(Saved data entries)
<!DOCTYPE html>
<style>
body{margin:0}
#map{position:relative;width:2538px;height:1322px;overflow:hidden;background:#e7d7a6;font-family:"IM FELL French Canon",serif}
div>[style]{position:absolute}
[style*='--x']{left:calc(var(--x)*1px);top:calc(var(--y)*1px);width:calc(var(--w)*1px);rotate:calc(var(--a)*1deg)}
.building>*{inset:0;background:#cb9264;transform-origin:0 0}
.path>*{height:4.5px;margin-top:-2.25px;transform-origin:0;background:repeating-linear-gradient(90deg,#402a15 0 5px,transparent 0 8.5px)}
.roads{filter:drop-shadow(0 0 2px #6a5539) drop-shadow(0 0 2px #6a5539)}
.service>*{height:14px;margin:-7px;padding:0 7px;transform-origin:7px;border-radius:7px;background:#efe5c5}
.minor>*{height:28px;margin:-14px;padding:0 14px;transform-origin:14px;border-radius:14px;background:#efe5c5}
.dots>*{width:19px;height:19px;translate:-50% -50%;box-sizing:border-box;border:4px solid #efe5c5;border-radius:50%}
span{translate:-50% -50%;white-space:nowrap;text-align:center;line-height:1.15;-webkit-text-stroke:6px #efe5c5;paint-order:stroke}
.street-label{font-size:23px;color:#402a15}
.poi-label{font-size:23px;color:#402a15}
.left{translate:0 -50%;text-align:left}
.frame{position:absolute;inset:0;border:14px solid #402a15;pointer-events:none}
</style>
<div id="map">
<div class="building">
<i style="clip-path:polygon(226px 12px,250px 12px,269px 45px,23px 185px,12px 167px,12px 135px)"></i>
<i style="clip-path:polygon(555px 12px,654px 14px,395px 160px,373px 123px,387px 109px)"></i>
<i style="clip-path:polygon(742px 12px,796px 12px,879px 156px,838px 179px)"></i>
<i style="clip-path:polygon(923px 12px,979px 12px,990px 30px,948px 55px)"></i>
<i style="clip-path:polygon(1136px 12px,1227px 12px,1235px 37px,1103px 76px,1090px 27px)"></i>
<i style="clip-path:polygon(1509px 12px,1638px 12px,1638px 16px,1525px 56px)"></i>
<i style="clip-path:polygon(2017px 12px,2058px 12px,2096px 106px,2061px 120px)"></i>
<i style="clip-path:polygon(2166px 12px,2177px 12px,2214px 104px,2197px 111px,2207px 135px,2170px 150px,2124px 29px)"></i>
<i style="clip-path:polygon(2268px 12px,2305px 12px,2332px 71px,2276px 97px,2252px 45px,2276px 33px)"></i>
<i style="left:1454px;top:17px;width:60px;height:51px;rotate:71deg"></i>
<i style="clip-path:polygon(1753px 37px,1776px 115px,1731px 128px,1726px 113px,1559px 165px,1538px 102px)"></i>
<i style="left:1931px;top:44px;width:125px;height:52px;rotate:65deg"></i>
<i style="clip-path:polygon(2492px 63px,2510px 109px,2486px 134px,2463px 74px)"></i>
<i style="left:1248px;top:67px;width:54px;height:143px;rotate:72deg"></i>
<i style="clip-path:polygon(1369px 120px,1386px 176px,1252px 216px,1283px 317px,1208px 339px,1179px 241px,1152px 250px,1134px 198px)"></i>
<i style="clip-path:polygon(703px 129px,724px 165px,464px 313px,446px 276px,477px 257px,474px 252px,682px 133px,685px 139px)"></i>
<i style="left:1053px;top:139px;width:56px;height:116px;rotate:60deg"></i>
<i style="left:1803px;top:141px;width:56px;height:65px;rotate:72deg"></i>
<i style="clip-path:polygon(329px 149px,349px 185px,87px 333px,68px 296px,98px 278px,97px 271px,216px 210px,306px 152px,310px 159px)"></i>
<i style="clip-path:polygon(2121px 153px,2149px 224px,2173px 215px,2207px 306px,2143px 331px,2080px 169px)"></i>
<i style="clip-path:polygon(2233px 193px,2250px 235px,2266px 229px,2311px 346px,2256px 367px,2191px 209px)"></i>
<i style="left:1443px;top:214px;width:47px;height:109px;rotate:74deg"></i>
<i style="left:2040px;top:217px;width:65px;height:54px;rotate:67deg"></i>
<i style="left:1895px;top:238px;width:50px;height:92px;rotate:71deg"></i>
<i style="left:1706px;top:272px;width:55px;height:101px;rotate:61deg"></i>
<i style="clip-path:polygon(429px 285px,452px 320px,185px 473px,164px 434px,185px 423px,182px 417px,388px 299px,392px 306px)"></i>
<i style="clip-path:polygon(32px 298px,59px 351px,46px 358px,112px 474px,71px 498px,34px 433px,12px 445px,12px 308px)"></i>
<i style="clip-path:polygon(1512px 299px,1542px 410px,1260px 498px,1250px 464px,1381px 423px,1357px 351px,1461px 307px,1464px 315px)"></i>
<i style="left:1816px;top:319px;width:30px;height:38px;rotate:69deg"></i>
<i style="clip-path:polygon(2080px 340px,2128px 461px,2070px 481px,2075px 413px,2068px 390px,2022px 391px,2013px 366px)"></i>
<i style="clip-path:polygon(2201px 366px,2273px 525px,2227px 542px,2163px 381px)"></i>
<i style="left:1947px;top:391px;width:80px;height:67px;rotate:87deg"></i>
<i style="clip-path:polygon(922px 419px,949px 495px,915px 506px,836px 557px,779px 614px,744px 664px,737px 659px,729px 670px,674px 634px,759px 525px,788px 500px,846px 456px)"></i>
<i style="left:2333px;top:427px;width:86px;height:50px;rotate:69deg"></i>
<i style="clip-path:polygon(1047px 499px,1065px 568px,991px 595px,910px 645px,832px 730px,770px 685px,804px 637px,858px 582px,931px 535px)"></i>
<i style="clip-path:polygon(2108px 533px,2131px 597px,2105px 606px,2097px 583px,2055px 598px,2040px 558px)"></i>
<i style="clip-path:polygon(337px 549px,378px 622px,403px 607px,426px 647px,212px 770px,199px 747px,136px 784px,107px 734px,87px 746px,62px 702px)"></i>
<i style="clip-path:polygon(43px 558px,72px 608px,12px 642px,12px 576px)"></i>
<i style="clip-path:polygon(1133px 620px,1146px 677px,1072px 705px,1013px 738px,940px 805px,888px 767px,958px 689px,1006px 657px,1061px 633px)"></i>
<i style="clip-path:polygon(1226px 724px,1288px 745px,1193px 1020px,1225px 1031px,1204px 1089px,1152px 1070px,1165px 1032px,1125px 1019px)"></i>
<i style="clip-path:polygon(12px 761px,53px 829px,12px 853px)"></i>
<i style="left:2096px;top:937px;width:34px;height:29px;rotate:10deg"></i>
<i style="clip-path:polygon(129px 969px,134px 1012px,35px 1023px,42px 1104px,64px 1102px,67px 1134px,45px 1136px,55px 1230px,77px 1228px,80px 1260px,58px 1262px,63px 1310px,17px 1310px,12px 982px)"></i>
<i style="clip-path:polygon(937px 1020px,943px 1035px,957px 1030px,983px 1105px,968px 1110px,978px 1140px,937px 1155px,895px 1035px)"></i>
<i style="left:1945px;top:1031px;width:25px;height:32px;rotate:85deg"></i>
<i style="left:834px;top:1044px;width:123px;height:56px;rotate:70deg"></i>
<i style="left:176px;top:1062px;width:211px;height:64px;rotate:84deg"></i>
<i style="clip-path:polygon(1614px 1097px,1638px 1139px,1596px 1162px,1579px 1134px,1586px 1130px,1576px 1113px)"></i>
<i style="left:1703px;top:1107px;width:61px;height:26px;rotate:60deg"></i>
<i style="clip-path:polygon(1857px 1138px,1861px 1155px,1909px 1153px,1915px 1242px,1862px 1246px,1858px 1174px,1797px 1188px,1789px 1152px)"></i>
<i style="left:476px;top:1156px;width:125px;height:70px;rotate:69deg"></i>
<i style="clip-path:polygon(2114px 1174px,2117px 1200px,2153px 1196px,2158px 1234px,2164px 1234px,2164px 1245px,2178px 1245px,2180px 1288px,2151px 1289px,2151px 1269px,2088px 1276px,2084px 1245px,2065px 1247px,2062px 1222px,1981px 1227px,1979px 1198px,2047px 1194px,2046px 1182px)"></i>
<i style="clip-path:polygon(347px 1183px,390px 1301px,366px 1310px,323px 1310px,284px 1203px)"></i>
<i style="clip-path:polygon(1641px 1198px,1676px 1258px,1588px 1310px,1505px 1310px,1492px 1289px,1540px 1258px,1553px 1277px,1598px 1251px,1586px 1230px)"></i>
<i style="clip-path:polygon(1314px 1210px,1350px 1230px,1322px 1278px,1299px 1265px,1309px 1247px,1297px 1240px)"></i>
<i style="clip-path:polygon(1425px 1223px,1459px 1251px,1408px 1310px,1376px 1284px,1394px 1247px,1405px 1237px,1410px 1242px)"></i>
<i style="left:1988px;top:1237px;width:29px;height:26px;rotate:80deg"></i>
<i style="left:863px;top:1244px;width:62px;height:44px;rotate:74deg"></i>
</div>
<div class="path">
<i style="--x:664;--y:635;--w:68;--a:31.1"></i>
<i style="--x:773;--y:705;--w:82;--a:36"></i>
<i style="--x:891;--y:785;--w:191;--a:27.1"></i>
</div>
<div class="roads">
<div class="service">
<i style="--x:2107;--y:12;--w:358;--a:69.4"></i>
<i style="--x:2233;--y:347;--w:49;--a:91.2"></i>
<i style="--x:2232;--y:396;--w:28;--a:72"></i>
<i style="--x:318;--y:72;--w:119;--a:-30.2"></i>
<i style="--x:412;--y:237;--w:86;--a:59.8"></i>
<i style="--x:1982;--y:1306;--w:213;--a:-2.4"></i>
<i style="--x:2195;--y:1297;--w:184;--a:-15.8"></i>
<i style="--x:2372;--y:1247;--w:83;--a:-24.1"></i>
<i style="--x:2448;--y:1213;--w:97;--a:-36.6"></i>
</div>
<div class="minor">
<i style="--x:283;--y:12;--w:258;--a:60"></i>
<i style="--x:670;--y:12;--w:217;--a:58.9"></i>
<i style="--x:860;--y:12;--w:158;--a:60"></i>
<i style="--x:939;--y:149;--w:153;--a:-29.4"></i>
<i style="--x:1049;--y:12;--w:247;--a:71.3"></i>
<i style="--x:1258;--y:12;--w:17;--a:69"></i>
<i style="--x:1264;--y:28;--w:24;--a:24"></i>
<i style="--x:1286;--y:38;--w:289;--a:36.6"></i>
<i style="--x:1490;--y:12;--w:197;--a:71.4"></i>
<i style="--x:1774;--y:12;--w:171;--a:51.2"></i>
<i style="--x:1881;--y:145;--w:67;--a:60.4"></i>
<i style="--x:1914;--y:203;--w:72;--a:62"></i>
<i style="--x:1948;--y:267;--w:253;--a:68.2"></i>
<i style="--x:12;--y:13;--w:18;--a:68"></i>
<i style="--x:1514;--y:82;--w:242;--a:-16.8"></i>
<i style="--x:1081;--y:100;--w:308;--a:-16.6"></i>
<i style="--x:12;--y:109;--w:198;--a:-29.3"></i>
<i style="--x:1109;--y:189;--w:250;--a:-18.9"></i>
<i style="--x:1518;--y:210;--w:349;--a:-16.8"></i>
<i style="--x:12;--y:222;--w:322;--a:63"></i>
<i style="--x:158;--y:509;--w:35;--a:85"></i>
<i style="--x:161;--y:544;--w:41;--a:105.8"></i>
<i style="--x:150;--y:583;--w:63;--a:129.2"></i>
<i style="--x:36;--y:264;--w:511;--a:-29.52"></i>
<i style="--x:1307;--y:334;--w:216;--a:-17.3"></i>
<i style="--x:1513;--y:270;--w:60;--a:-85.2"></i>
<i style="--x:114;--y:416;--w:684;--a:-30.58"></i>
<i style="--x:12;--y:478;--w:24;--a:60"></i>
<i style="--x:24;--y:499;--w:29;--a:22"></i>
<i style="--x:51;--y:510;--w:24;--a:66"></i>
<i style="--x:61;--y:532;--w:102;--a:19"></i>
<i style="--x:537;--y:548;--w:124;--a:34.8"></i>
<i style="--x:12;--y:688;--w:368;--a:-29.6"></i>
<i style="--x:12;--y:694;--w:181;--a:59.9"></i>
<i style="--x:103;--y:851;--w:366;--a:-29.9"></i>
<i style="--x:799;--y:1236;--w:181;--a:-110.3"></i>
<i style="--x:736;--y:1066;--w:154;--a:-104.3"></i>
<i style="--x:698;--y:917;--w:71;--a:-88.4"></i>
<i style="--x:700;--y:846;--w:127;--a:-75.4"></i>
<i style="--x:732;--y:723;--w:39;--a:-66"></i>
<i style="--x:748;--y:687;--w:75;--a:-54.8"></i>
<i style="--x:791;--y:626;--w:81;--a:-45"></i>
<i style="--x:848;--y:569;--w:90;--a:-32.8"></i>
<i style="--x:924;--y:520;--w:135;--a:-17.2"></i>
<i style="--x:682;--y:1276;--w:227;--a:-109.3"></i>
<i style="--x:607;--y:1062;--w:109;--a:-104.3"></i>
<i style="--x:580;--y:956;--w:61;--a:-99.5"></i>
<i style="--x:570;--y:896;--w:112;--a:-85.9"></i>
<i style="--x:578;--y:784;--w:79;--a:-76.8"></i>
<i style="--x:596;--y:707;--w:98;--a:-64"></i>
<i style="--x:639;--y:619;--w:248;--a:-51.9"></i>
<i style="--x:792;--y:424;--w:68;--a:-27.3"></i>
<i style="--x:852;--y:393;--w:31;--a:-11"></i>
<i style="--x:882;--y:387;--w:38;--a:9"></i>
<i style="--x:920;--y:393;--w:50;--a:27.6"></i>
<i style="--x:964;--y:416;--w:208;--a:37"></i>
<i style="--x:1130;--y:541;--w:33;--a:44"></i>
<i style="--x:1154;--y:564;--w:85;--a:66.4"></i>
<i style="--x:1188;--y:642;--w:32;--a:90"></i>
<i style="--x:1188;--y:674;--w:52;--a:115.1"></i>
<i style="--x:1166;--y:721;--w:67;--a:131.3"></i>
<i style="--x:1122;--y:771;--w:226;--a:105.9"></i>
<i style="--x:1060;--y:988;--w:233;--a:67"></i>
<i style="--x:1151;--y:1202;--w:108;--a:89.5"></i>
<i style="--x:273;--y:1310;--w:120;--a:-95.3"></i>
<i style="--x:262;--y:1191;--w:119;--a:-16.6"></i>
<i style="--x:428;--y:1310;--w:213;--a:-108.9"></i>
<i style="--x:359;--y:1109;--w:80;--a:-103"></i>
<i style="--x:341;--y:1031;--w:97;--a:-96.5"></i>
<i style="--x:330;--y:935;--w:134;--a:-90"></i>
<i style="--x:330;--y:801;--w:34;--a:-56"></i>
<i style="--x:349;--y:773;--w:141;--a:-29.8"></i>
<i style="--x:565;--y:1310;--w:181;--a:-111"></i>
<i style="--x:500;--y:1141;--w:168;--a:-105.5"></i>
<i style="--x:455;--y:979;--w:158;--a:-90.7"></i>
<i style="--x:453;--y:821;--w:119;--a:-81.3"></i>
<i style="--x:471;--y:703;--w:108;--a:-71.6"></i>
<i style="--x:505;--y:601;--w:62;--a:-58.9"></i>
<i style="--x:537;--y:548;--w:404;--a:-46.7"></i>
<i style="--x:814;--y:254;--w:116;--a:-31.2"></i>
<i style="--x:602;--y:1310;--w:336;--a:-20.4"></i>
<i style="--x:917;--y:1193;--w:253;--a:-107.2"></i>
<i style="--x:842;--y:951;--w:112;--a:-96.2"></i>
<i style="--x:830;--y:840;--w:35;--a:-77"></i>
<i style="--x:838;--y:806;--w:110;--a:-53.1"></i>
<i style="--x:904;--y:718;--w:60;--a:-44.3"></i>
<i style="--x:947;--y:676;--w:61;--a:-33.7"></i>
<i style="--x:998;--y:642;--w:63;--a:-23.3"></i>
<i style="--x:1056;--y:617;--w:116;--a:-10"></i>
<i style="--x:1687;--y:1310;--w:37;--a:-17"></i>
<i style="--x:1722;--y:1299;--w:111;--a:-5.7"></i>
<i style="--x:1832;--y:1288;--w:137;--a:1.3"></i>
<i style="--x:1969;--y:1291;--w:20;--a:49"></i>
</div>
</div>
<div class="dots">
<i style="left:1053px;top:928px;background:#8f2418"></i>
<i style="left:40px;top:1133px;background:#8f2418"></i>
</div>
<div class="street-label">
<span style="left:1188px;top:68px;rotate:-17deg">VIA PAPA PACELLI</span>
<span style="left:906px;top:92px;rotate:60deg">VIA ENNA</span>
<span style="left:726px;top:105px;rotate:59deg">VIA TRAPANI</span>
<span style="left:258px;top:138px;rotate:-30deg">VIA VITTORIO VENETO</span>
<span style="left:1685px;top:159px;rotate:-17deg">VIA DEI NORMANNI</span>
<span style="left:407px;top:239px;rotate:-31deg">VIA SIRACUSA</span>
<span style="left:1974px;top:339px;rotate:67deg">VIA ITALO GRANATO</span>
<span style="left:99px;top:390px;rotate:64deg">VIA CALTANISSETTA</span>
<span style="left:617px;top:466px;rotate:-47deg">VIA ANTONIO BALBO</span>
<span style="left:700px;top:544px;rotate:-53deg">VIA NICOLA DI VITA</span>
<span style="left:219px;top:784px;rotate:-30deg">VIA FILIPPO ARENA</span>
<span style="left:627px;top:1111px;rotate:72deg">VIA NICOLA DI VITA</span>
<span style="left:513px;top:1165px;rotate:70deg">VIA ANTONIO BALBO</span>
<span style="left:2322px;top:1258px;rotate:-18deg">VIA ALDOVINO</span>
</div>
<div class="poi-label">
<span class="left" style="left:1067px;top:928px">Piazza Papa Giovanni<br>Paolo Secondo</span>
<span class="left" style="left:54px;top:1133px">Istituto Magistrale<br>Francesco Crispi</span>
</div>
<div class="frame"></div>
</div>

→ **PROBLEM TO WORK ON**: Which lines in the data above hold the word "service"? Return each of them.

→ **ANSWER FOR THIS EXERCISE**:
.service>*{height:14px;margin:-7px;padding:0 7px;transform-origin:7px;border-radius:7px;background:#efe5c5}
<div class="service">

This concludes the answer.